Ky wriggled against her grasp. She let him go. He toddled out onto the plex, brown feet against black sky. He sat, all at once, unceremoniously. ‘Stars!’ he said, looking down through the gap between his bent knees.
‘Yep,’ Tessa said.
He pointed a chubby finger. ‘Is five stars.’ With his other hand, he held up two fingers and a thumb.
‘It’s a bit more than five, baby.’
The stars darkened as a hefty transport shuttle sailed past, docking lights blinking, hull crusty with tacked-on tech and repurposed siding. Ky shrieked with glee. ‘Oh man!’ He looked to her, his eyes and mouth perfect circles. ‘Mama, did you see?’
‘Yeah!’
‘Wow! Did you – did you see?’
‘Yeah, I saw.’
‘Dat’s my ship.’
‘Wow, that’s your ship? Cool.’
‘’s my ship. ’s all fixed.’
Aya had lost dessert privileges for a tenday over the origin of all fixed, but even though the illicit sim babysitting sessions had ended, the vocabulary addition remained. Tessa sighed, hoping her eldest hadn’t irrevocably mixed up the younger’s brain.

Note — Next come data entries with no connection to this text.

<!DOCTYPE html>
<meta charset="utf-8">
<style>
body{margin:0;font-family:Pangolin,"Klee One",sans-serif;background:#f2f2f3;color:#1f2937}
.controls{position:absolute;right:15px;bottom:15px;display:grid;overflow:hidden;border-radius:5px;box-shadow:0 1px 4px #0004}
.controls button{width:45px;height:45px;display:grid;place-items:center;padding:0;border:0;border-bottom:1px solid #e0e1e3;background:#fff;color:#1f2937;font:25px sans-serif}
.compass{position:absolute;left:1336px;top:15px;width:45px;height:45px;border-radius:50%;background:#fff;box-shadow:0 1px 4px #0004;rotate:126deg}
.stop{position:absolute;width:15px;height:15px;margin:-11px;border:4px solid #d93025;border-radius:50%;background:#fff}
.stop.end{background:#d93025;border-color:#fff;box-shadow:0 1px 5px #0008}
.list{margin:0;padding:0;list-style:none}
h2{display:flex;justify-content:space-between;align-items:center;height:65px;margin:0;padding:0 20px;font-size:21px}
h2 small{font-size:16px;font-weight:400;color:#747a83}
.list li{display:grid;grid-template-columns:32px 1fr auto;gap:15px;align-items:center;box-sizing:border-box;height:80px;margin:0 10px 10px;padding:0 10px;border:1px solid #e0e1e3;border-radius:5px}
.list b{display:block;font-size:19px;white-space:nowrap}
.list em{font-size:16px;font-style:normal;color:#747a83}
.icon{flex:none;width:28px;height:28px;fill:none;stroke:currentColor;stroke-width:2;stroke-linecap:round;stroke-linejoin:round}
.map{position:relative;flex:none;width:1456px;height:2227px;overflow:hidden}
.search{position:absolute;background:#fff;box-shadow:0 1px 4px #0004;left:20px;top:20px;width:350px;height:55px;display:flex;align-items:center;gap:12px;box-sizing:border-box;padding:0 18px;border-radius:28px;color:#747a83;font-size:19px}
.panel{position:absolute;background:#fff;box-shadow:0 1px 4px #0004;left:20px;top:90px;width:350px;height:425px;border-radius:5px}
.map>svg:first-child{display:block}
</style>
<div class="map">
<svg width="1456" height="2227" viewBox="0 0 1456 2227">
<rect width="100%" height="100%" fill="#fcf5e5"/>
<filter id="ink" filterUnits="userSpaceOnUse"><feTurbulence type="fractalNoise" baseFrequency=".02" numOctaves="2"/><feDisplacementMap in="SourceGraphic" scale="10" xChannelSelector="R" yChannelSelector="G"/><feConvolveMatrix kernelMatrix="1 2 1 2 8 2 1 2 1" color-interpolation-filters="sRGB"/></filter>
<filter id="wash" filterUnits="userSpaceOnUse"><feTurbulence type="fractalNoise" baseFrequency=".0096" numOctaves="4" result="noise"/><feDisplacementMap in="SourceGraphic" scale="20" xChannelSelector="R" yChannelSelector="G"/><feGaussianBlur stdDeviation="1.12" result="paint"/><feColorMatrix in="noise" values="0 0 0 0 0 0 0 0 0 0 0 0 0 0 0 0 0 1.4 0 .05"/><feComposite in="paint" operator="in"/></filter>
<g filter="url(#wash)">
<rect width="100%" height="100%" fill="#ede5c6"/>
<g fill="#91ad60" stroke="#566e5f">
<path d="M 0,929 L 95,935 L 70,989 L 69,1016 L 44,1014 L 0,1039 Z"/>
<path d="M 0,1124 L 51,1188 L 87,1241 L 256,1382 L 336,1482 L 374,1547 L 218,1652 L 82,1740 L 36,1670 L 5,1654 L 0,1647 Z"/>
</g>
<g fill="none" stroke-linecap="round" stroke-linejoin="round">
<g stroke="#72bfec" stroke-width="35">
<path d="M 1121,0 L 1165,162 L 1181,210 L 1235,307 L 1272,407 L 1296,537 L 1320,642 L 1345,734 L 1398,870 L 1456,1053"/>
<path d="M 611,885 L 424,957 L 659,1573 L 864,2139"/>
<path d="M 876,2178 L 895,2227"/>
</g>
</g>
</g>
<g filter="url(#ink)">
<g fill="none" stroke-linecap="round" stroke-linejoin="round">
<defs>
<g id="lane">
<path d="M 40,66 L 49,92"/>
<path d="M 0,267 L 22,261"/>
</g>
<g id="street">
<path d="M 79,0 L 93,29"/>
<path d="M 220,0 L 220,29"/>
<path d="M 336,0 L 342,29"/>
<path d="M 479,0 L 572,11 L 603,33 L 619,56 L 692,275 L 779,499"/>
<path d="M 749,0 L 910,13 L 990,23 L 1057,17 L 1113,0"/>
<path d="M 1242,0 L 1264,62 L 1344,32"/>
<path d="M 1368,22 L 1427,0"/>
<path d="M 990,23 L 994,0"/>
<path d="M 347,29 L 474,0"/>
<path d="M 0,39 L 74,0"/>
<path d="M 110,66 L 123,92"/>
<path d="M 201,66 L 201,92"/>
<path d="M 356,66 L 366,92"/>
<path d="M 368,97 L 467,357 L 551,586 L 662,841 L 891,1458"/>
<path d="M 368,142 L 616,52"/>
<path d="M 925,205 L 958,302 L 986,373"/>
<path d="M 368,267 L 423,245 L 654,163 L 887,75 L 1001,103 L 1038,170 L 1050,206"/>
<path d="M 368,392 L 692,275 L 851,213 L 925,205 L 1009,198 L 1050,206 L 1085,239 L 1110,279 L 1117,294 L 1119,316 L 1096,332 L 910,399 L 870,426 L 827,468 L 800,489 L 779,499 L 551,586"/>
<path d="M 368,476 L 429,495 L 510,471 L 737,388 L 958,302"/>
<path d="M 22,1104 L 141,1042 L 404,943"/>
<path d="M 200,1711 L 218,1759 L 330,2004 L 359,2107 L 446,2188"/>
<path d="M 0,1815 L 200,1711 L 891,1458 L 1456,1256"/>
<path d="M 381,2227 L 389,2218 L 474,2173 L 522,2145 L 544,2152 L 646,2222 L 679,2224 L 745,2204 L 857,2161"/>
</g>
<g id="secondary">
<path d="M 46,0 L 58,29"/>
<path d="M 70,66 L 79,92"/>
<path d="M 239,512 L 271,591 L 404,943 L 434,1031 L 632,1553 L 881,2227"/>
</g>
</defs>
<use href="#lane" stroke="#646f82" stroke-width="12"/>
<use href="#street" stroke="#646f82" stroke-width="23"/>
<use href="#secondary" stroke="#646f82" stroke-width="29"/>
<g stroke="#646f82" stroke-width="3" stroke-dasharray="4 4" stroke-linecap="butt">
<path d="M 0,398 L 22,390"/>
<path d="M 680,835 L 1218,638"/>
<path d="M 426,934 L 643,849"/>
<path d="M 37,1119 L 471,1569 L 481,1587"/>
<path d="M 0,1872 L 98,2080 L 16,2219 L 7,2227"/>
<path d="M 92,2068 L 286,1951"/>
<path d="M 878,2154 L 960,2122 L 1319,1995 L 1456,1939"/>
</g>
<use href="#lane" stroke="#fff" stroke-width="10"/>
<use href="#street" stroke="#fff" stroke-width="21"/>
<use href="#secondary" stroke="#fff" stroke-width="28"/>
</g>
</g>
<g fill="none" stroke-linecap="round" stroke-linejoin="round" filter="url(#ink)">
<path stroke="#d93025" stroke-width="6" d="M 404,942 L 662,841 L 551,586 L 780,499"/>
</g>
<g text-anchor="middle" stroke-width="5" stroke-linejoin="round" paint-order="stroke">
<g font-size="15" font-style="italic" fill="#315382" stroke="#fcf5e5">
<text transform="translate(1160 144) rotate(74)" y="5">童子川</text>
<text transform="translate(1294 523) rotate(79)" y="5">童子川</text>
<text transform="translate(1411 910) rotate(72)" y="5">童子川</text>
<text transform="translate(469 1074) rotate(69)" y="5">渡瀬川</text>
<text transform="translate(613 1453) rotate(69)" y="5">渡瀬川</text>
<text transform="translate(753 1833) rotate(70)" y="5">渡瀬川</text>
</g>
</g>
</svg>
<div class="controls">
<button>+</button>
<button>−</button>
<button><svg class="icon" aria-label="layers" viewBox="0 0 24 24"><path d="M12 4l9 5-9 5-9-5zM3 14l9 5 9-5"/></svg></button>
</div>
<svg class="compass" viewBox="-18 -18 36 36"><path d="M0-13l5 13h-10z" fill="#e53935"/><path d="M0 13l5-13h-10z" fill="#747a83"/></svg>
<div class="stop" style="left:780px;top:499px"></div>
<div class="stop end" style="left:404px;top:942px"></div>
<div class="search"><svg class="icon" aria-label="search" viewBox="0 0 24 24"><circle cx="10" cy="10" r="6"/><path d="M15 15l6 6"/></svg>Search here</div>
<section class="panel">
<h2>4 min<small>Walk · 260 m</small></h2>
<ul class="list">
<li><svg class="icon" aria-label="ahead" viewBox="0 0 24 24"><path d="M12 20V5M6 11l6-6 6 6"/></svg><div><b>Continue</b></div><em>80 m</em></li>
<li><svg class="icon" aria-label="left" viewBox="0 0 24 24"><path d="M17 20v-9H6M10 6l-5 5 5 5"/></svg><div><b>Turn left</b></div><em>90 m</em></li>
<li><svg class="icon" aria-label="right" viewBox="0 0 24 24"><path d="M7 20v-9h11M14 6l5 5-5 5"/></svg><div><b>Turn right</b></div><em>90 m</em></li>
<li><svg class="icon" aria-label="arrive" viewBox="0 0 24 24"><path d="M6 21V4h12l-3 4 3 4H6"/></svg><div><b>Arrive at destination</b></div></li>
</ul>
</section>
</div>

She let him play on the window, automatically responding with stock affirmations as he babbled on and on (he was on about . . . pillows? She’d lost the plot, and so had he, it seemed). Her mind was on the sky at her feet, which was to say she wasn’t thinking about much at all. Something about that view always set her right, even though she’d seen it a million times. She thought back to the first time she’d been planetside, on a family trip to Hashkath. Ashby hadn’t been much older than Ky. Mom was still with them. Their first night, Pop called Tessa out to the courtyard by their bunkhouse. ‘Look at that, kiddo,’ he’d said. She’d tilted her head up to match his. As an adult, she remembered how different the stars looked in that moment, how muted, how fuzzy. Her father had wanted to share something special with her, she knew in hindsight, but her immediate impression then was one of fear. There was no plex, no frame between her and that sky. She felt that any second, someone would switch the gravity off, and she’d float up and up, out forever. She’d stayed outside for all of two seconds before running back in and clinging fast to her bewildered mother, sobbing that she wanted to go home.
That experience still lingered on the few subsequent vacations she’d taken in adulthood, even though she knew nobody could turn off a planet’s gravity, even though she knew her walls were less reliable than grounders’ atmospheres. She knew that at home, she wasn’t really looking down. She was up, sideways, all around. She was looking in the direction the artigrav nets told her to look, the same direction the old centrifuges made her ancestors look (and their view, of course, had always been spinning). But she could know that and still feel in her gut that stars lived below her feet. That was normal. That was where they belonged.
She thought, though, of visitors she’d had from somewhere else. The last time Ashby had been there with his crew – Ky had been tiny then, she reflected, remembering him kicking his untrained legs in her brother’s arms – those two odd techs and the Aandrisk had parked themselves in the cupola for hours, sitting on the floor like Ky was now, freaked out and fascinated, never tiring of the novelty. A person’s view of the stars was, ultimately, a matter of perspective. Of upbringing.